Nextcloud: Downgrade encryption scheme and break integrity through known-plaintext attack

The idea behind the Server Side Encryption is that you can move your encrypted files to an external party without that external party being able to to read or modify those files. Some time ago, Nextcloud switched from unauthenticated CFB cipher block mode to authenticated CTR cipher block mode in an Encrypt-then-MAC scheme. However, backends compatibility has been maintained while downgrade attacks have been prevented on new files that use the CTR cipher block mode [1].

There is, however, one attack vector that has not been taken into account. CFB/OFB and CTR generate the same keystream for the first round, creating the possibility for a known-plaintext attack to extract the first bytes of the keystream. Furthermore, the downgrade attack only prevents files from not having a “signature” (HMAC) when their file header contain a CTR cipher. A downgrade is still possible when another mode like CFB/OFB is given in the file header.

Because of these two vulnerabilities, a downgrade attack in conjunction with a known-plaintext attack can be leveraged to break the integrity of files encrypted with Encrypt-then-MAC encryption scheme of Nextcloud using the newer AES-256-CTR cipher.

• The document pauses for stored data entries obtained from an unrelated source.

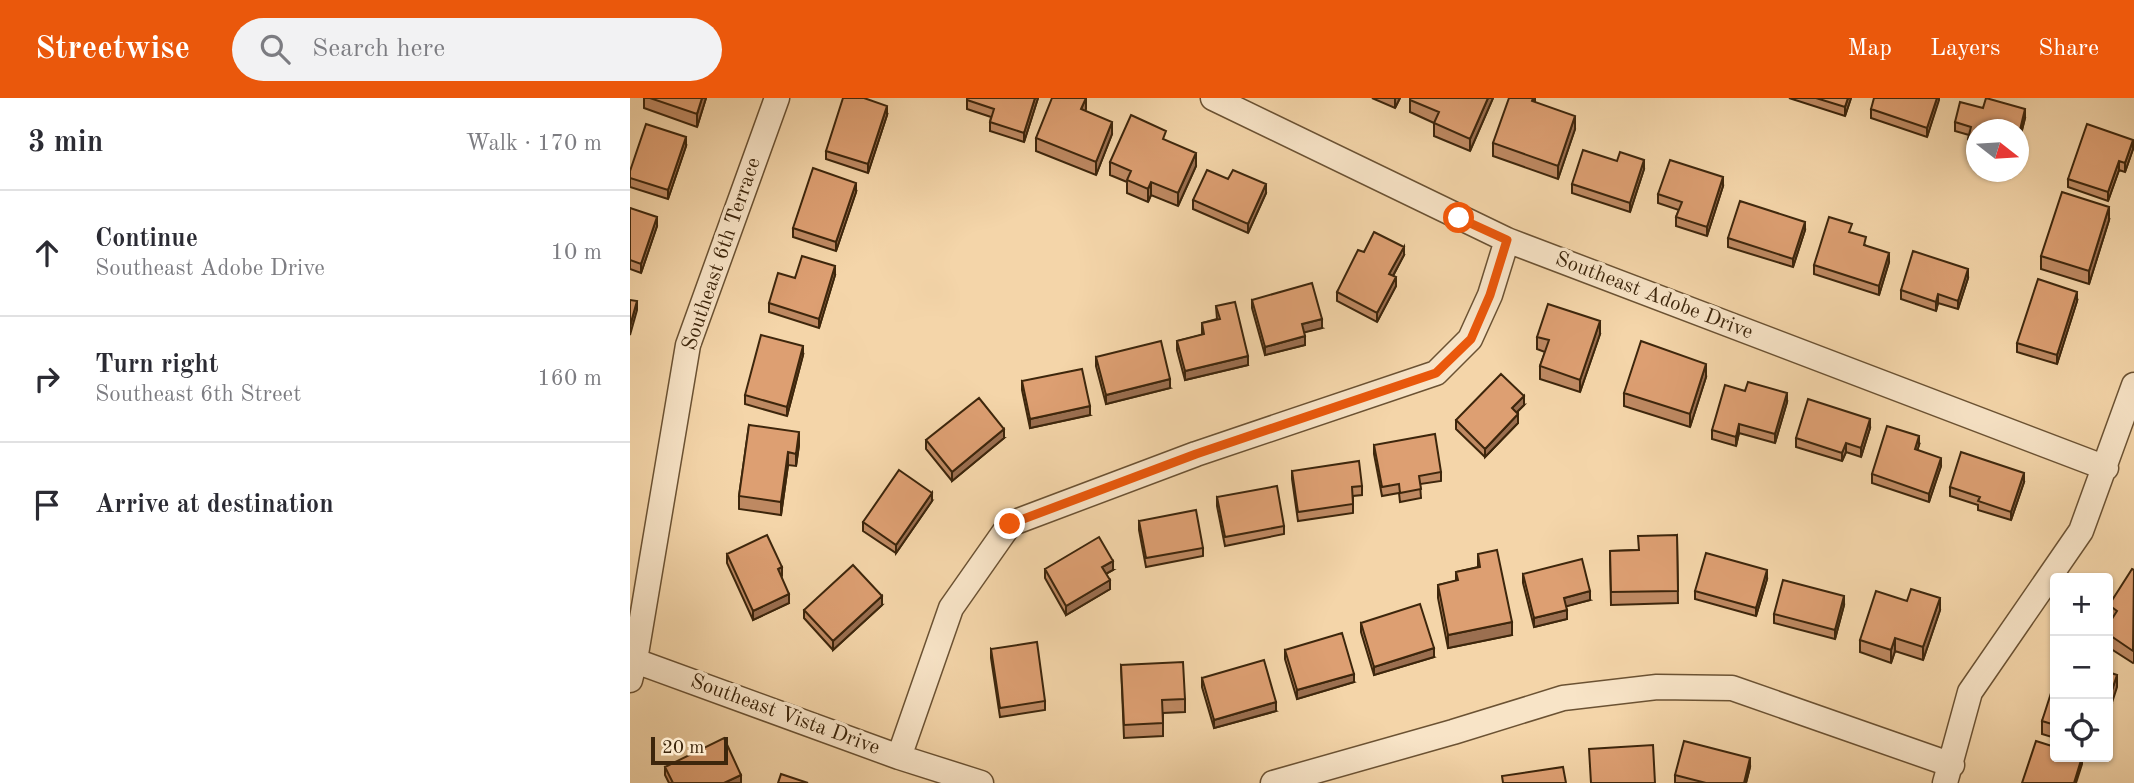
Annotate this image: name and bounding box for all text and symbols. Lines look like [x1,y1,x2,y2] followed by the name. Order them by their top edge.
[232,18,722,81] search box
[256,30,294,68] icon: search
[35,33,190,66] text: Streetwise
[312,36,445,62] text: Search here
[1848,37,1892,61] text: Map
[1930,37,2000,61] text: Layers
[2038,37,2099,61] text: Share
[1966,119,2029,182] north arrow
[28,128,103,158] text: 3 min
[466,132,602,155] text: Walk · 170 m
[679,155,765,353] street label: Southeast 6th Terrace
[1443,202,1474,233] route start
[95,226,198,252] text: Continue
[28,234,66,272] icon: ahead
[551,241,602,264] text: 10 m
[1552,249,1756,343] street label: Southeast Adobe Drive
[95,257,325,280] text: Southeast Adobe Drive
[95,352,218,378] text: Turn right
[28,360,66,398] icon: right
[537,367,602,390] text: 160 m
[95,383,301,406] text: Southeast 6th Street
[28,486,66,524] icon: arrive
[95,492,334,518] text: Arrive at destination
[994,508,1025,539] route end
[2050,573,2113,762] map controls
[2050,573,2113,636] button: +
[2050,636,2113,699] button: −
[687,671,883,759] street label: Southeast Vista Drive
[2050,699,2113,762] button: locate
[651,734,728,766] scale bar
[662,739,704,758] text: 20 m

In the first step, you need access to an encrypted file (as an external storage provider would have). You do not need access to the encryption keys as this attack is directly mounted on the encrypted file itself. By using a tool (like strip-signature.php [2]), you can strip the signature elements from the content block footers and change the cipher in the file header from AES-256-CTR to AES-256-CFB. Nextcloud will happily decrypt this file, the first 16 bytes will be perfectly readable but the rest of the file will be gibberish.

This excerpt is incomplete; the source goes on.